5. The 1st defendant contends that payment of the balance of the purchase price by the 1st plaintiff was not conditional upon the state of completion of the building and therefore the letter from the 2nd plaintiff dated 30/10/2012 was unjustified. That at the time of the sale of units 513, 514 and 515 a draft copy of the standard lease showed that the lease would be between the 2nd defendant as the registered proprietor and respective purchasers the 1st plaintiff included and therefore the plaintiff cannot say having the 2nd defendant execute the lease was causing confusion.
6. The defendants state that they served the plaintiffs with a letter demanding vacant possession of units, 513, 514 and 515 due to default in payment of the balance of the purchase price and failure to sign the agreement for sale. They therefore contend that the sale was revoked and/or rescinded through the letter dated 8/10/2014. As a result, the plaintiff contend that they sold the three units namely 513, 514 and 515 to a third party, one M/s Adler Properties Limited and are therefore the said units are unavailable to the plaintiff.
7. The defendants aver that they have no claim for units 413,414, 415, 416 and 417 the 1st plaintiff has failed to pay the requisite fees and other disbursement to facilitate registration of the leases which is a condition mandatory for one to be allocated a share in the management company. The defendant denied the averments in the Plaint except the descriptive ones and insisted that the agreement in relation to the phase two units namely 513, 514 and 515 was rescinded due to the fault of the plaintiff. The plaintiff failed to execute the sale agreement in relation to the units. That the plaintiff was given a conditional physical handover in respect of all the three units subject to the terms and conditions expressly provided for vide the 1st defendant’s letter dated 15/04/2014. One of the conditions read “That the developer retains the right to repossess the property if you unreasonably delay the registration of your sublease”.
8. The defendant contends that since the sale of the three units was voided failure of the plaintiff to hand over the units made the plaintiffs liable to a monthly debit of Kshs. 25,000 of rent. Therefore, the plaintiff owes the 2nd defendant Kshs. 1,950,000.
9. Further that since the Plaintiff claims it has suffered loss and damage. The defendants have filed for a counter-claim and they pray for judgement against the Plaintiffs for:
a) Arrears outstanding on account of service charge, Kshs. 777,501.05
b) Amount owing on account of rent for units 513,514, and 515 Kshs. 1,950,000 Deduct the deposit paid on account Kshs. 915,000 Total owing Kshs. 1,812,501.05
10. The matter proceeded for hearing where the Plaintiff called one witness while the Defendant also called one witness.
Evidence of the Plaintiff
11. PW1 Mr. Macharia Mukiri, who is a director in the company of the 2nd plaintiff.

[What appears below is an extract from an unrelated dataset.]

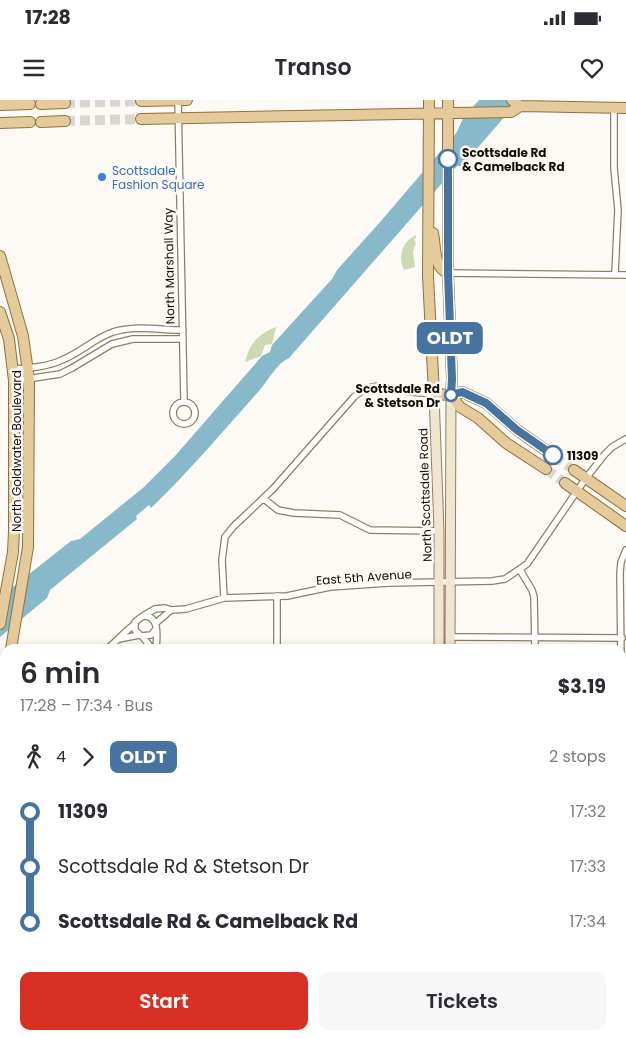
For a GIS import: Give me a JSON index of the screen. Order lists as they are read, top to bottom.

He had an offer letter to purchase 8 units from Suraj Plaza Ltd namely 413, 414, 415, 416, 417, 513, 514 and 515. It was his testimony that he was offered purchase of units 413, 414, 415, 416, 417, by Suraj Plaza Ltd and units 513, 514 and 515 by Suraj Housing Limited who are the 1st and 2nd defendants respectively. That after they paid Kshs. 8,415,000 and had a balance of Kshs. 5,085,000 but they took possession of the 8 units. Later the defendants sold units 513, 514 and 515 though the plaintiffs were physically in possession. He further contends that the sale was illegal and that at the time of the illegal sale there was a court order issued on 25/09/2015. Further that the plaintiff had paid a deposit of Kshs. 915,000 and that the defendants have admitted this in their counter claim in response to the amended plaint.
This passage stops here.